You are viewing a plain text version of this content. The canonical link for it is here.
Posted to dev@mahout.apache.org by Ted Dunning <te...@gmail.com> on 2009/06/20 07:34:40 UTC

Re: [jira] Commented: (MAHOUT-136) Change Canopy MR Implementation to use Vector Writable

Sounds pretty good to me.

On Fri, Jun 19, 2009 at 6:38 PM, Grant Ingersoll <gs...@apache.org>wrote:

> So, should we just go to having everything be binary and then have
> Input/Output utilities that can take the binary format and output GSON?
>  Seems like w/ Canopy, since it's used for feeding into other algorithms
> that it should output Writable as well, otherwise we're still going to be
> round tripping through Text.
>
> Then, it would be pretty easy to write a M/R job that takes Vectors and
> outputs asFormatString(), right?
>

Re: [jira] Commented: (MAHOUT-136) Change Canopy MR Implementation to use Vector Writable

Posted by Grant Ingersoll <gs...@apache.org>.
Seems like Canopy would need to be made Writable too, no?

On Jun 20, 2009, at 7:04 AM, Grant Ingersoll wrote:

>
> On Jun 20, 2009, at 3:01 AM, Robert Burrell Donkin wrote:
>
>>
>> Perhaps it would be better to move the conversion code (eg tabular ->
>> Vectors) from examples into either core or a new module so it can be
>> more easily be maintained and reused
>
> +1.  Or utils, as I picture utils being the place where we keep  
> things that aren't core, but are still useful.  Of course, we also  
> have, in core, o.a.m.utils, I believe.  The difference, in my mind,  
> is that the utils module is dependent on core, not the other way  
> around, which is why I put the Lucene extraction stuff in there.
>
> You up for a patch for this?  I think I have some time to work on  
> converting the M/R if someone else can take on the I/O to from the  
> user.
>
> -Grant



Re: [jira] Commented: (MAHOUT-136) Change Canopy MR Implementation to use Vector Writable

Posted by Grant Ingersoll <gs...@apache.org>.
On Jun 20, 2009, at 3:01 AM, Robert Burrell Donkin wrote:

>
> Perhaps it would be better to move the conversion code (eg tabular ->
> Vectors) from examples into either core or a new module so it can be
> more easily be maintained and reused

+1.  Or utils, as I picture utils being the place where we keep things  
that aren't core, but are still useful.  Of course, we also have, in  
core, o.a.m.utils, I believe.  The difference, in my mind, is that the  
utils module is dependent on core, not the other way around, which is  
why I put the Lucene extraction stuff in there.
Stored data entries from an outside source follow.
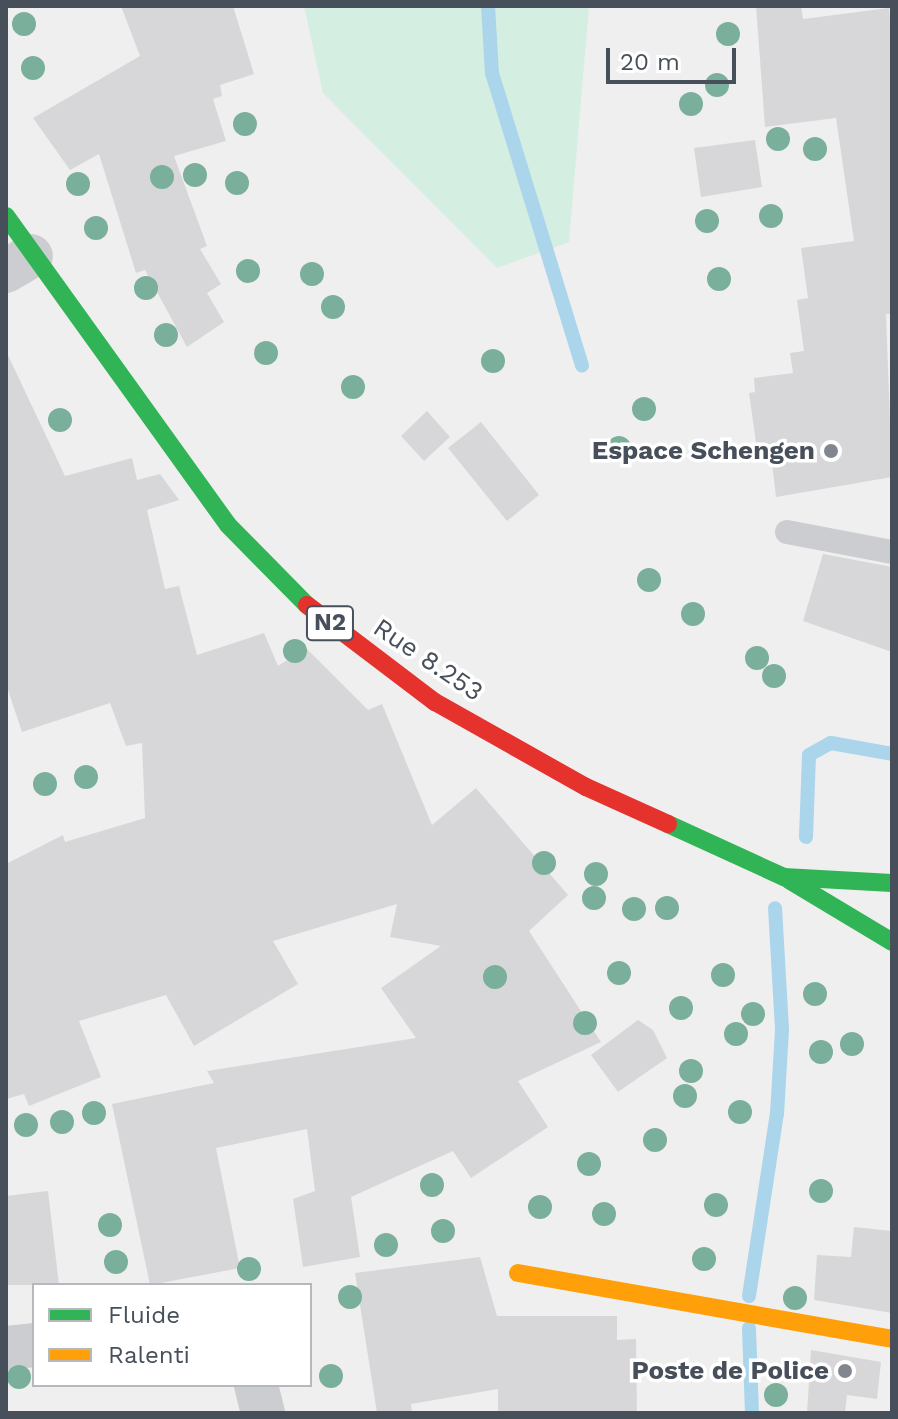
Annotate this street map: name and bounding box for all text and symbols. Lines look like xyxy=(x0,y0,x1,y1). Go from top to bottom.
scale bar xyxy=(610,32,740,82)
text: 20 m xyxy=(620,48,680,76)
place label: Espace Schengen xyxy=(592,435,815,467)
marker: Espace Schengen xyxy=(822,442,840,460)
road number: N2 xyxy=(304,603,356,643)
street label: Rue 8.253 xyxy=(367,612,489,708)
legend xyxy=(32,1283,312,1387)
text: Fluide xyxy=(108,1301,180,1329)
text: Ralenti xyxy=(108,1341,190,1369)
place label: Poste de Police xyxy=(632,1355,829,1387)
marker: Poste de Police xyxy=(836,1362,854,1380)

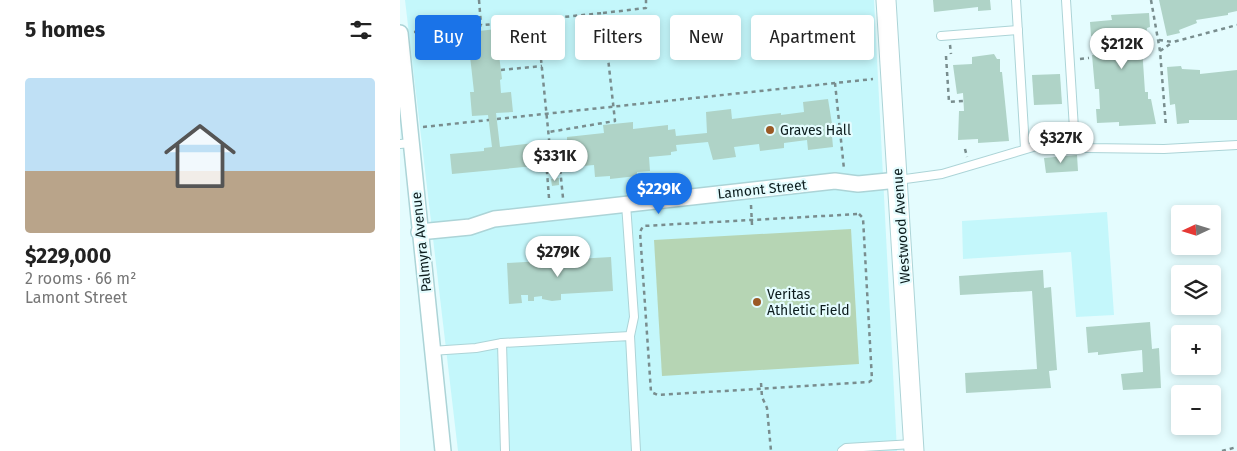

You up for a patch for this?  I think I have some time to work on  
converting the M/R if someone else can take on the I/O to from the user.

-Grant

Re: [jira] Commented: (MAHOUT-136) Change Canopy MR Implementation to use Vector Writable

Posted by Robert Burrell Donkin <ro...@gmail.com>.
On Saturday, June 20, 2009, Ted Dunning <te...@gmail.com> wrote:
> Sounds pretty good to me.

+1

> On Fri, Jun 19, 2009 at 6:38 PM, Grant Ingersoll <gs...@apache.org>wrote:
>
>> So, should we just go to having everything be binary and then have
>> Input/Output utilities that can take the binary format and output GSON?
>>  Seems like w/ Canopy, since it's used for feeding into other algorithms
>> that it should output Writable as well, otherwise we're still going to be
>> round tripping through Text.

+1

Perhaps it would be better to move the conversion code (eg tabular ->
Vectors) from examples into either core or a new module so it can be
more easily be maintained and reused

- Robert

>>
>> Then, it would be pretty easy to write a M/R job that takes Vectors and
>> outputs asFormatString(), right?
>>
>